Provided data ->

+ + + +

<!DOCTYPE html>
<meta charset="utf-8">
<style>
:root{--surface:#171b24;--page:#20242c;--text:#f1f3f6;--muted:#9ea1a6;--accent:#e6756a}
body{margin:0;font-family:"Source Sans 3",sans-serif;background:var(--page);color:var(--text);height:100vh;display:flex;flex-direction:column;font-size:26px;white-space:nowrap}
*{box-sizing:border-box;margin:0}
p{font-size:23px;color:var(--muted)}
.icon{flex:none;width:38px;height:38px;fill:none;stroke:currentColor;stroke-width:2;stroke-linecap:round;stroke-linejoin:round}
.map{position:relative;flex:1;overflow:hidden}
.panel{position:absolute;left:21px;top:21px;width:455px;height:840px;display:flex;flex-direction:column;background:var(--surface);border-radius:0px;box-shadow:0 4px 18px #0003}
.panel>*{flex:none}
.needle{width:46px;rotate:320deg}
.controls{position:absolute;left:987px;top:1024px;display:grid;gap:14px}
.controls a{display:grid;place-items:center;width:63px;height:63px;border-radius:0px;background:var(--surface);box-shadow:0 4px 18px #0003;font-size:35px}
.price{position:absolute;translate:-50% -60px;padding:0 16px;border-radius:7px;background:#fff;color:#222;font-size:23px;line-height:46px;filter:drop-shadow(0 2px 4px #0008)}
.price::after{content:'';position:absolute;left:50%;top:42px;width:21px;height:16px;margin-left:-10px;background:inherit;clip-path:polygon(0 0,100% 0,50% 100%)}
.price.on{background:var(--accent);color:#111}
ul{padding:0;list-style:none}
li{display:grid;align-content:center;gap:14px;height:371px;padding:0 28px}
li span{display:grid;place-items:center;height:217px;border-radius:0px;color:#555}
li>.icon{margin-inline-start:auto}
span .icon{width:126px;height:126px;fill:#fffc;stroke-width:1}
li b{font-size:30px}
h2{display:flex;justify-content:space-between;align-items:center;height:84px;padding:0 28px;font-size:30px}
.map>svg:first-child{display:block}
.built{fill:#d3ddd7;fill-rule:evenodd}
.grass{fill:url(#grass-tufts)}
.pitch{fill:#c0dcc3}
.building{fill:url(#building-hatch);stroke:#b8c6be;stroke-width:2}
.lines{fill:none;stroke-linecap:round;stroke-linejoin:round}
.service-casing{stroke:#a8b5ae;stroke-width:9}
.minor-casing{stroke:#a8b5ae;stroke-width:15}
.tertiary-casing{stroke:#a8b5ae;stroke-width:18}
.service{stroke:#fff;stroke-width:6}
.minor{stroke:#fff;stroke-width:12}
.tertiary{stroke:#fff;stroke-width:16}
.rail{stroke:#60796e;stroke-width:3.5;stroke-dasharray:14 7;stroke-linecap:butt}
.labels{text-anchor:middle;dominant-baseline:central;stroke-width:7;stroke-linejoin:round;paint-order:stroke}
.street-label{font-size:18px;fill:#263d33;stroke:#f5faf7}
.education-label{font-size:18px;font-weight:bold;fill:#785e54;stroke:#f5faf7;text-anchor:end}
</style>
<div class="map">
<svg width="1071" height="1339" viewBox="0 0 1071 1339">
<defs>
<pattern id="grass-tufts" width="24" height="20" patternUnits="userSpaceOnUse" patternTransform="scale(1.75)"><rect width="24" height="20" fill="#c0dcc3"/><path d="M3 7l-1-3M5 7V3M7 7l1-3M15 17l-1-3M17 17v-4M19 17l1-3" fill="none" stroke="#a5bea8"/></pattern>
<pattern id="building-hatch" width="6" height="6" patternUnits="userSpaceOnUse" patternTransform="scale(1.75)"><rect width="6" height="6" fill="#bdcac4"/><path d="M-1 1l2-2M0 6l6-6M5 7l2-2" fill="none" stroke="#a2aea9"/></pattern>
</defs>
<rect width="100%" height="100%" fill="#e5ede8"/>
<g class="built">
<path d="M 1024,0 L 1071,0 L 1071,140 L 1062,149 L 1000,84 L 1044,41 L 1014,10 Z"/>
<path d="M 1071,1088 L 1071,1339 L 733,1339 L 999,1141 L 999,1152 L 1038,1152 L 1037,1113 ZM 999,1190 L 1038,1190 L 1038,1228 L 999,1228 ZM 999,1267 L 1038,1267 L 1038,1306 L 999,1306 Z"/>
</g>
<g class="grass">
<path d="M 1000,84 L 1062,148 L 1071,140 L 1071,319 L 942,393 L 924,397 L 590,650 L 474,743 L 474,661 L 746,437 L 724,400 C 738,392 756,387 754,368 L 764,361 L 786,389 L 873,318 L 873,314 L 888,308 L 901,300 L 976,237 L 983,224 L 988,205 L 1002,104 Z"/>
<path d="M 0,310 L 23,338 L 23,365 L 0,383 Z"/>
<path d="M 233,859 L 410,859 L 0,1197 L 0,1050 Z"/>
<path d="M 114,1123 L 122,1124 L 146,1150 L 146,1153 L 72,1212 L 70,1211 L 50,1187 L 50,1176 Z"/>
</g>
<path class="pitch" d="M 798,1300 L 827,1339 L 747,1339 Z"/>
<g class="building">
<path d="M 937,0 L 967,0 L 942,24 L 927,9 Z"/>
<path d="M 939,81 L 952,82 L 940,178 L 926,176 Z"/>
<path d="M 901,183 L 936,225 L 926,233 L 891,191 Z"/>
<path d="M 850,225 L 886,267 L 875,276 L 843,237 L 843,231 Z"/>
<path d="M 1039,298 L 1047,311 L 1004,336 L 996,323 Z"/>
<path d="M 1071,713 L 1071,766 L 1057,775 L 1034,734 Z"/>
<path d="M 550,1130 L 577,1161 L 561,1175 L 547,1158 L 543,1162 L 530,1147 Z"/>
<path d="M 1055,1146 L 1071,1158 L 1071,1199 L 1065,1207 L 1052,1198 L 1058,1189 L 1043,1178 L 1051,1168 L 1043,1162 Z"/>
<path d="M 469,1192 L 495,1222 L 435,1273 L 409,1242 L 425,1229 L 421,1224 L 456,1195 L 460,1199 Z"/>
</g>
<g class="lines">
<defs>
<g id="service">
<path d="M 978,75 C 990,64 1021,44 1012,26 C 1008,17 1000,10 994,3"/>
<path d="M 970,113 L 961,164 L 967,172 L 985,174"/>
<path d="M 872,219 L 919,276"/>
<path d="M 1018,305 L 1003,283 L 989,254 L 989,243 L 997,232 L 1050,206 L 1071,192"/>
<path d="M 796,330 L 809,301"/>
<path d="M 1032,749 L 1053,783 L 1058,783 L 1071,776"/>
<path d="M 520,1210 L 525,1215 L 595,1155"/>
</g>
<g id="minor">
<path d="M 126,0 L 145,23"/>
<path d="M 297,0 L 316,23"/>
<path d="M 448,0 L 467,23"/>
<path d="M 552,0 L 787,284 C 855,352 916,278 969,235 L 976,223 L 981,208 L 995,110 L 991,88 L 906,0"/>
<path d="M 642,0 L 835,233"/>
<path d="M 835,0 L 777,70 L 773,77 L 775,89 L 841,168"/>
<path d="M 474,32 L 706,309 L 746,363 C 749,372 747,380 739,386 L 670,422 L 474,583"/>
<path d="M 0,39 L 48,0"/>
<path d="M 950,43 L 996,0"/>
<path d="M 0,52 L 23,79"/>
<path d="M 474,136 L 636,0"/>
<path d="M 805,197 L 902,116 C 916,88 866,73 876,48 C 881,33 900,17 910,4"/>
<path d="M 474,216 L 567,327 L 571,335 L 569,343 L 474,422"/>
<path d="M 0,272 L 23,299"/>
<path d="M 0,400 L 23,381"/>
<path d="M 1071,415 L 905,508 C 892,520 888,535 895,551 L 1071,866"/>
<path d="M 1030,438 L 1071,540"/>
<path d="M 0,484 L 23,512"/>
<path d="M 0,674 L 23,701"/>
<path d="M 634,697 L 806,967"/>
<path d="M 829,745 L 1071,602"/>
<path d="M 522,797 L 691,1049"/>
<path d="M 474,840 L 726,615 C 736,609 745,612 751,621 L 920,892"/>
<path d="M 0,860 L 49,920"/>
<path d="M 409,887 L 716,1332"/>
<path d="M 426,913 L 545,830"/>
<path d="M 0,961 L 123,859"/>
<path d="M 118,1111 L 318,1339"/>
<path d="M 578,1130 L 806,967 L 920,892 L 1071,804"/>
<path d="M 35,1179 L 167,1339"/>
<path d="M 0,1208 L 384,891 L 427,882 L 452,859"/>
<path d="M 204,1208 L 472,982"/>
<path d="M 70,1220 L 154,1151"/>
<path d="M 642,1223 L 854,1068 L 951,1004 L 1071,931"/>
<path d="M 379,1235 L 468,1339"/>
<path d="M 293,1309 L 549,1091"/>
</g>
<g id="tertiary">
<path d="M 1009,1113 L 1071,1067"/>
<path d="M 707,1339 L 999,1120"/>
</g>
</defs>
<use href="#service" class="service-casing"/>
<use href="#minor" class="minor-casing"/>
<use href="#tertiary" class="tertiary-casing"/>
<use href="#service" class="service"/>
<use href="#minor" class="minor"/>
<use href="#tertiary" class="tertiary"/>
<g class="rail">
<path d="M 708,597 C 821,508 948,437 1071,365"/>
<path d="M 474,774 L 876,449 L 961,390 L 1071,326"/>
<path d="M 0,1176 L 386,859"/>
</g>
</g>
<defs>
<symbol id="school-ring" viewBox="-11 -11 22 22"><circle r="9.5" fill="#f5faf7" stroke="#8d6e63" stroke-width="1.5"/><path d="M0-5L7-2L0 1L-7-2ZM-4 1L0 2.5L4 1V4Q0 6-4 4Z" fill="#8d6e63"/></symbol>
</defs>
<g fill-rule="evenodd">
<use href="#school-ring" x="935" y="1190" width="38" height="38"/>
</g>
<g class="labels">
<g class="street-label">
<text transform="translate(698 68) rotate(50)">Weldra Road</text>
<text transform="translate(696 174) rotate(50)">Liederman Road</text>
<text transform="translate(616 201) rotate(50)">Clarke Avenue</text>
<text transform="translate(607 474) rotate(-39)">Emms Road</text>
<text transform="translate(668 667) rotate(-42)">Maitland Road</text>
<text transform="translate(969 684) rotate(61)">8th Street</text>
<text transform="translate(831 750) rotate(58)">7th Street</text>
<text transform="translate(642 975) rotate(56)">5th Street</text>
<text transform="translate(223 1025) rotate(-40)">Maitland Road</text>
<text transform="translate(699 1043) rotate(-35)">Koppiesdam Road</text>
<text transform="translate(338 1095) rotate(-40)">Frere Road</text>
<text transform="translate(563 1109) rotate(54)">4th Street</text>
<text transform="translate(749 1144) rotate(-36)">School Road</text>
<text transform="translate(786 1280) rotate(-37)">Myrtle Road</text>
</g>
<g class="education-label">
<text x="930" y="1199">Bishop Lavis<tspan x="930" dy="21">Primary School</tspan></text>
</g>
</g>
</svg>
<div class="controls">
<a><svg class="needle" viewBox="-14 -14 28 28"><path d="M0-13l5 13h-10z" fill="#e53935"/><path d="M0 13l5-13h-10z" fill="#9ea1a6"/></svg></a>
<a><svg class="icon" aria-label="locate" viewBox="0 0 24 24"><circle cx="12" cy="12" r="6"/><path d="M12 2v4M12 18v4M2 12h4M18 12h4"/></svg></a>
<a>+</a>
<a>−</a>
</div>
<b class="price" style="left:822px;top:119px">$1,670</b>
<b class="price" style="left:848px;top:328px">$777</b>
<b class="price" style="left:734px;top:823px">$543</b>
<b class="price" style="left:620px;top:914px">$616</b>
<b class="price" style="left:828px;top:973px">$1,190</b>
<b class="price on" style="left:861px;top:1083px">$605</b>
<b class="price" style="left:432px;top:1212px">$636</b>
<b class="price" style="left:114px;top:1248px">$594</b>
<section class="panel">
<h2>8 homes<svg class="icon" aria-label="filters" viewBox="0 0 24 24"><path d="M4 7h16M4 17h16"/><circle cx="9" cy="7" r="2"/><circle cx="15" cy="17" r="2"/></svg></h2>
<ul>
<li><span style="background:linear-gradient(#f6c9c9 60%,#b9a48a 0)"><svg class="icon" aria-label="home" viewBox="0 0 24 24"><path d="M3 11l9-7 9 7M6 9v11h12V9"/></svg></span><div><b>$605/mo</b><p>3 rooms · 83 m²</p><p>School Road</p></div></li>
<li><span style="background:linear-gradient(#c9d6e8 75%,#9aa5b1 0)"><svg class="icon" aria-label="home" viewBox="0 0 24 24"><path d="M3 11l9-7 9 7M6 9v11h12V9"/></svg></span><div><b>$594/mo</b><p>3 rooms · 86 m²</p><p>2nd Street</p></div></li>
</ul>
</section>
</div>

+ + + +

Problem details ->
Each line of the data that holds the word "linejoin" should be copied.

Task solution ->
.icon{flex:none;width:38px;height:38px;fill:none;stroke:currentColor;stroke-width:2;stroke-linecap:round;stroke-linejoin:round}
.lines{fill:none;stroke-linecap:round;stroke-linejoin:round}
.labels{text-anchor:middle;dominant-baseline:central;stroke-width:7;stroke-linejoin:round;paint-order:stroke}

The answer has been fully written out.